¿Y si nos olvidamos un poco de la figura de los padrinos?
Creo que la costumbre nos está condicionando excesivamente. Está muy bien que haya padrinos del Bautismo, pero no es esencial que los haya. Se puede, perfectamente, celebrar el Bautismo sin padrinos.
El Código de Derecho Canónico dice: “Canon 872: En la medida de lo posible, a quien va a recibir el Bautismo se le ha de dar un padrino, cuya función es asistir en su iniciación cristiana al adulto que se bautiza, y, juntamente con los padres, presentar al niño que va a recibir el Bautismo y procurar que después lleve una vida cristiana congruente con el Bautismo y cumpla fielmente las obligaciones inherentes al mismo”.
“En la medida de lo posible”. Y puede ser posible o no serlo. Y, a la vez, se señala muy claramente cuál es la función del padrino, en el caso del Bautismo de un niño: “juntamente con los padres, presentar al niño que va a recibir el Bautismo y procurar que después lleve una vida cristiana congruente con el Bautismo y cumpla fielmente las obligaciones inherentes al mismo”.
En el día a día de la vida parroquial una cuestión, en sí misma menor, como la de los padrinos, proporciona, a veces, dolores de cabeza. No es preciso que haya padrinos, pero si los hay han de cumplir unos requisitos.
Estos requisitos no surgen de los caprichos del párroco, sino de la lógica propia de esa función de los padrinos. Un padrino no es un eventual sustituto de los padres. No lo es. Es otra cosa: es como una guía, o un modelo, de vida cristiana para el neófito, para el recién bautizado.

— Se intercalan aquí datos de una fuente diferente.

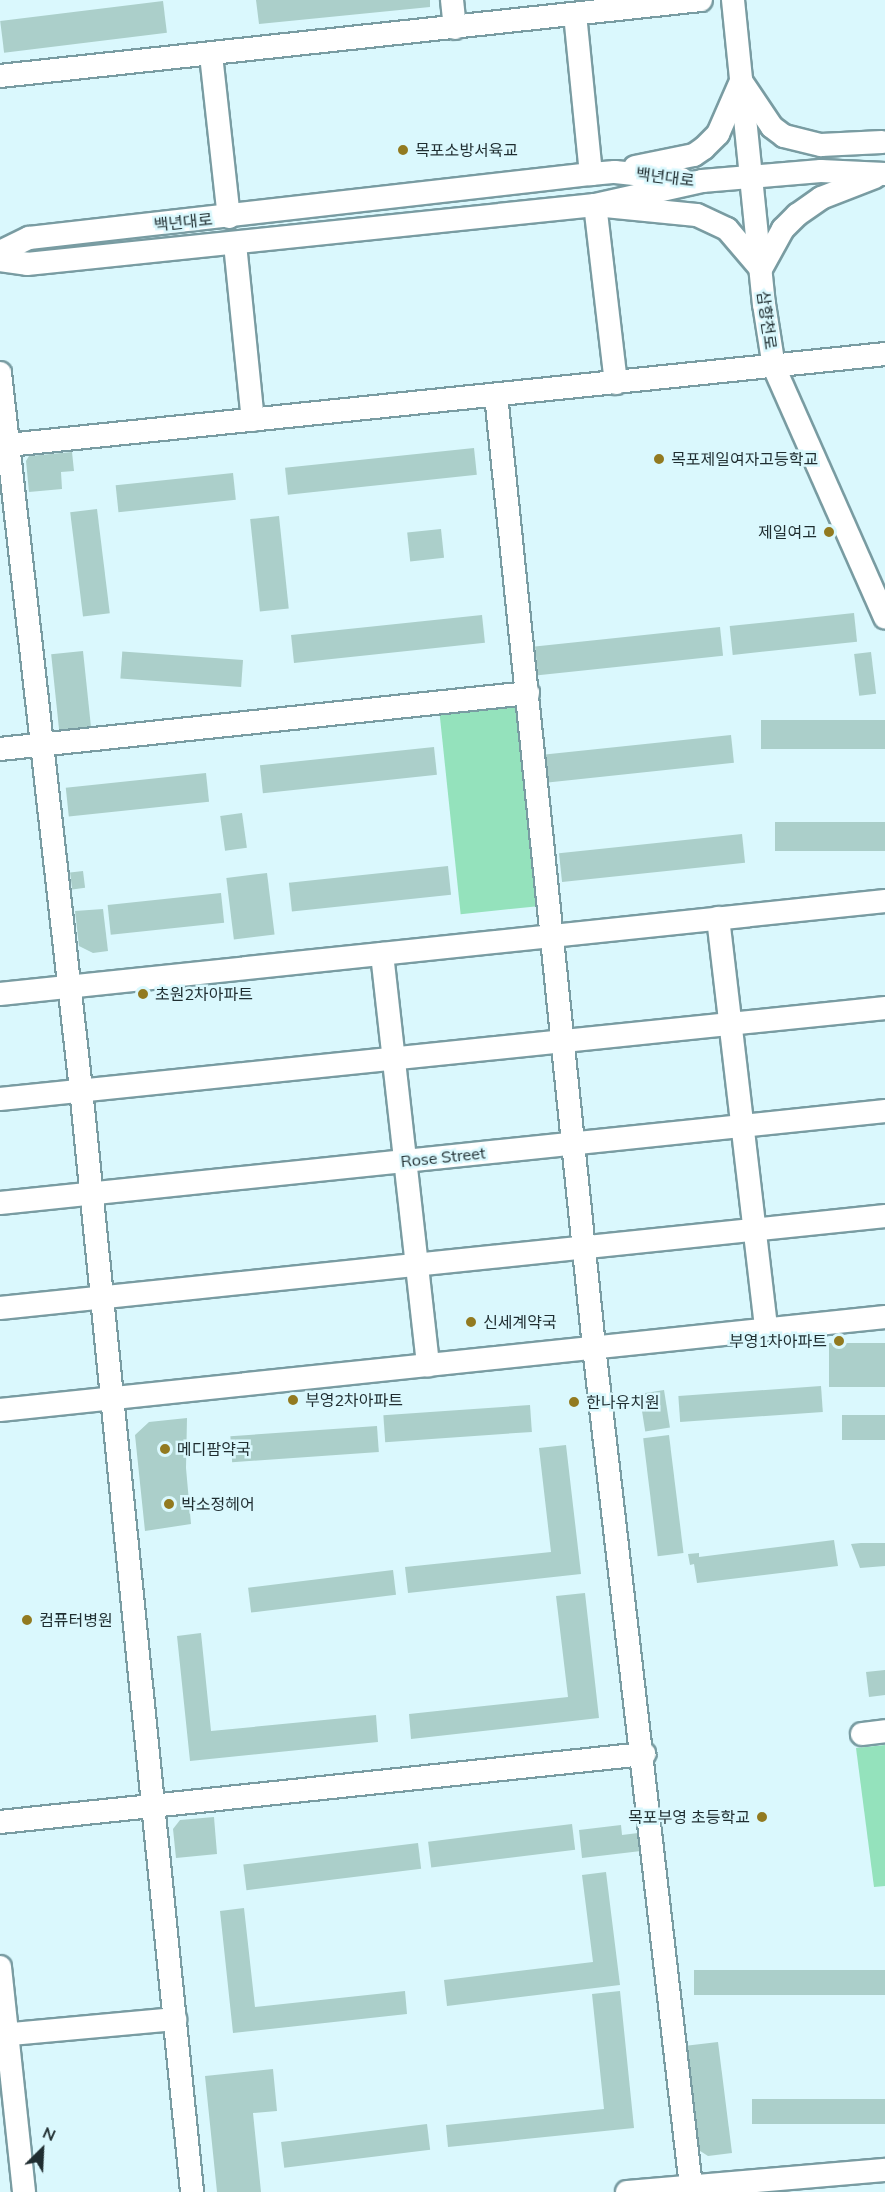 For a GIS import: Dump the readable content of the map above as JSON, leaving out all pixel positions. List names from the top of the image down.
{
  "streets": {
    "street": ["백년대로", "삼향천로", "Rose Street"]
  },
  "places": [
    "목포소방서육교",
    "목포제일여자고등학교",
    "제일여고",
    "초원2차아파트",
    "신세계약국",
    "부영1차아파트",
    "부영2차아파트",
    "한나유치원",
    "메디팜약국",
    "박소정헤어",
    "컴퓨터병원",
    "목포부영 초등학교"
  ],
  "north": "top right"
} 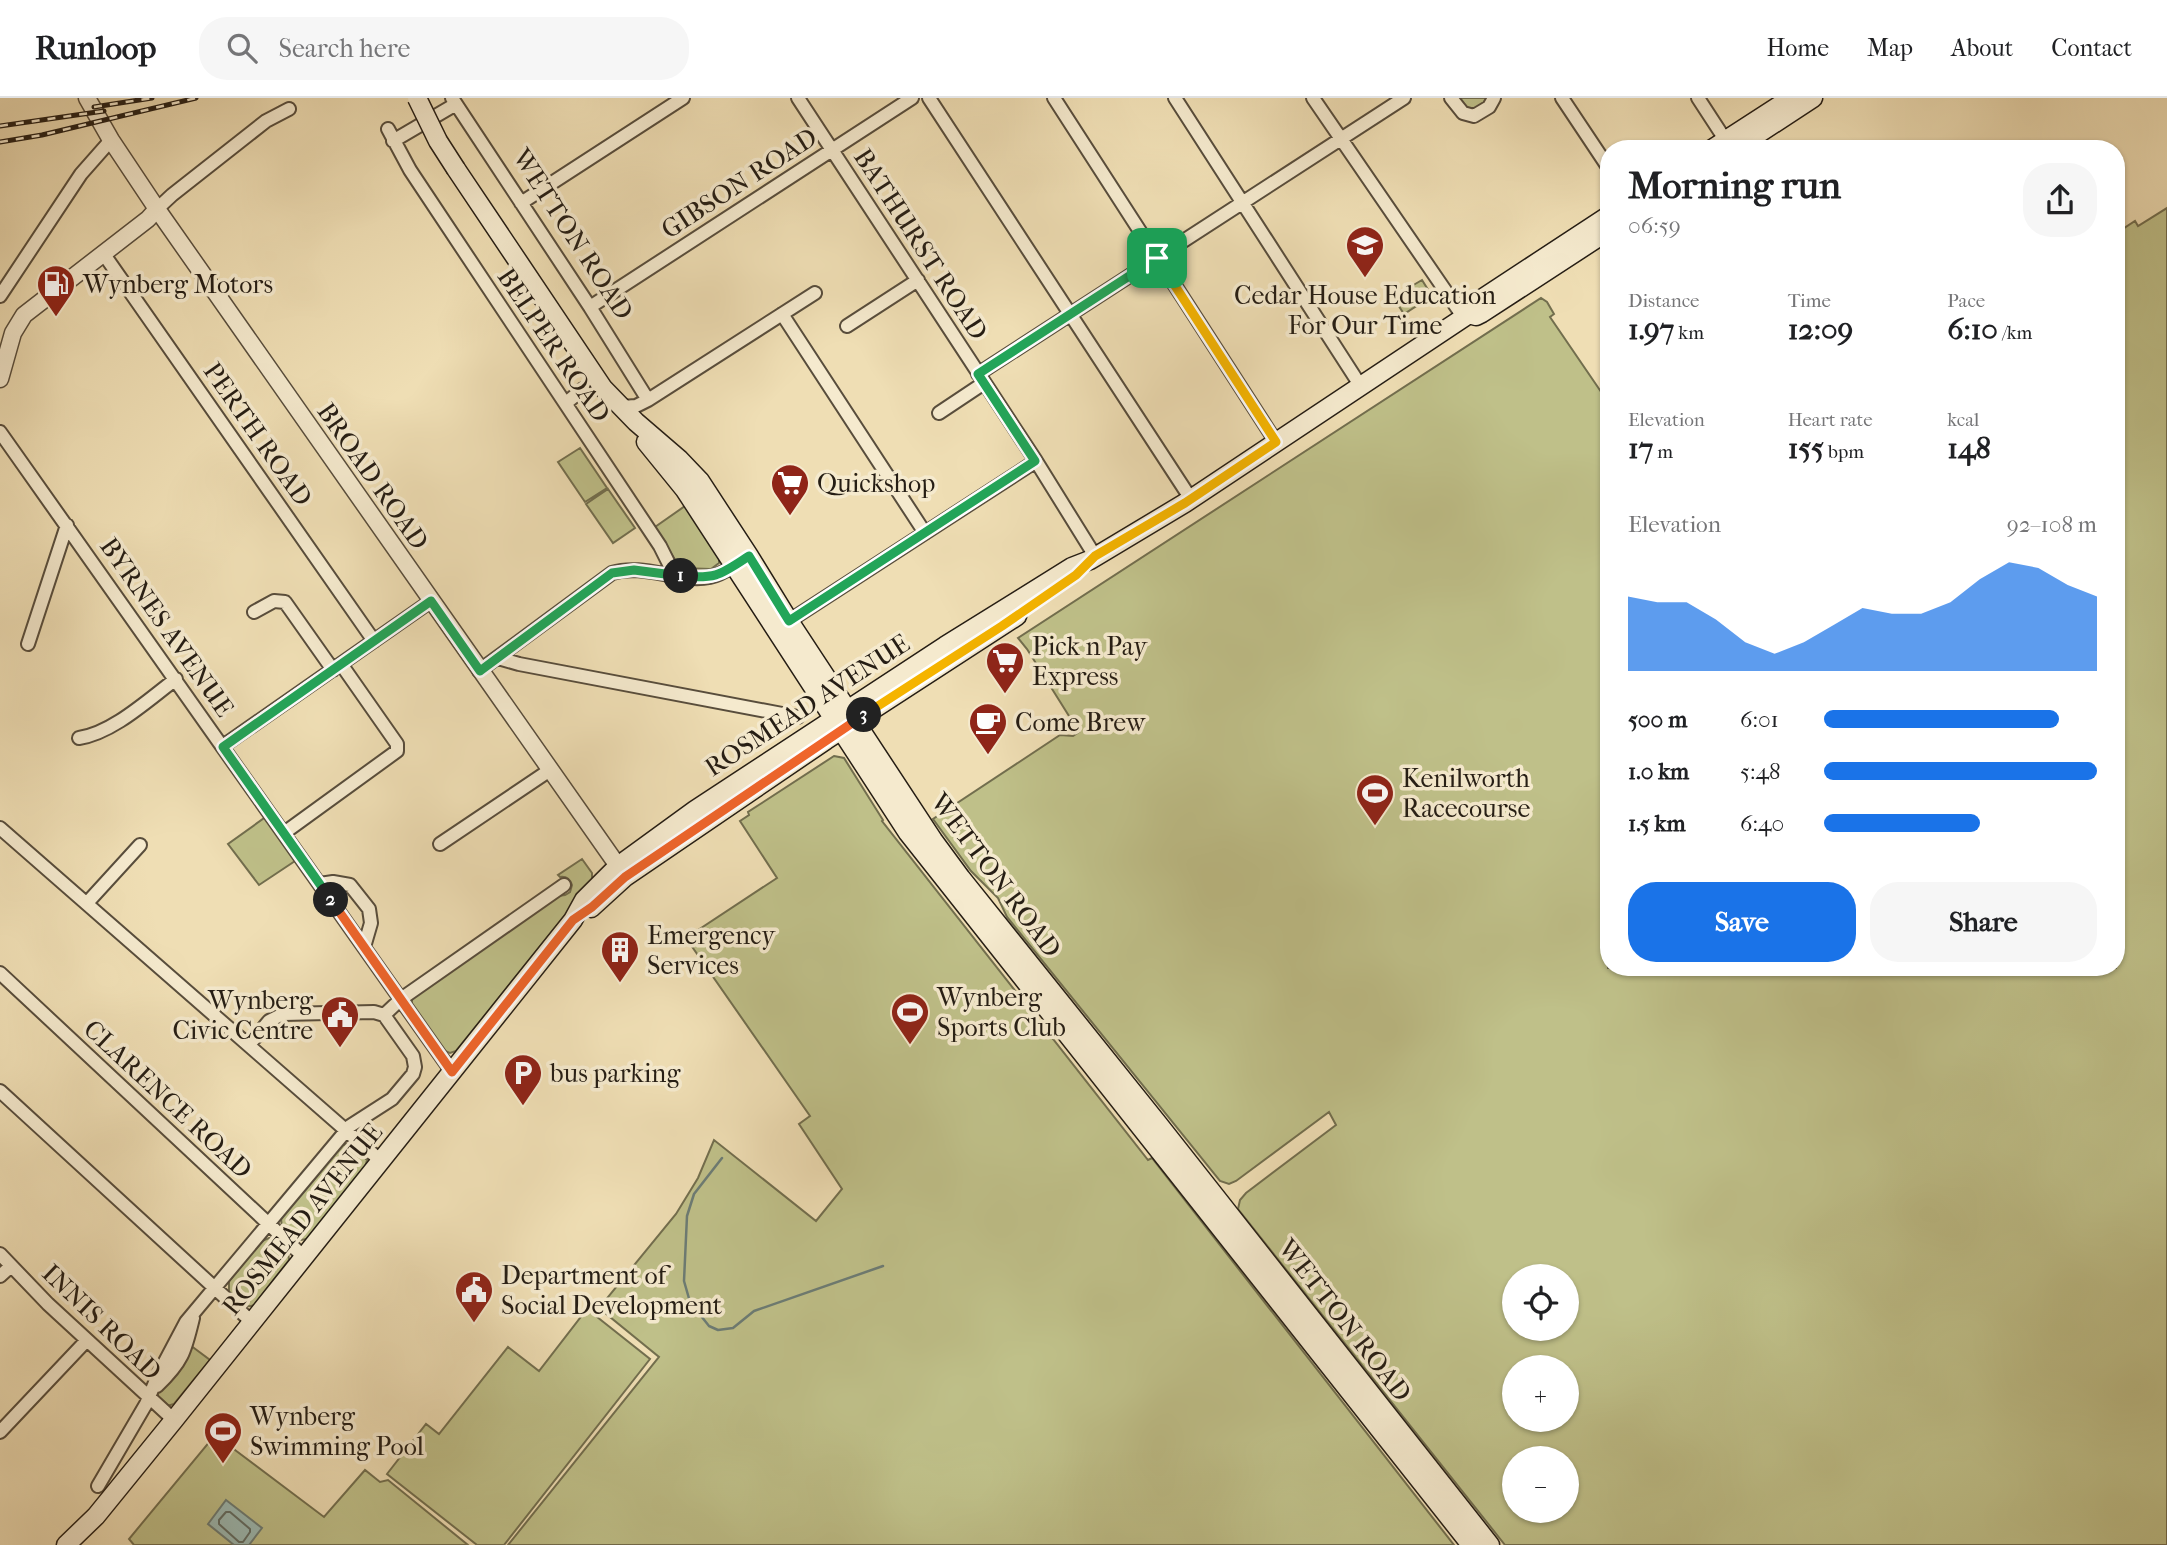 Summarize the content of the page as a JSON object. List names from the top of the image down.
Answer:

No existe un derecho universal a “ser padrino”. No. Los padres y el párroco y, en última instancia, el Obispo, han de decidir si una persona puede ser algo así como una guía para la vida cristiana del recién bautizado. Y es evidente que no vale cualquiera. A mi modo de ver, no vale para padrino quien, entre otras cosas, no vaya a Misa cada domingo.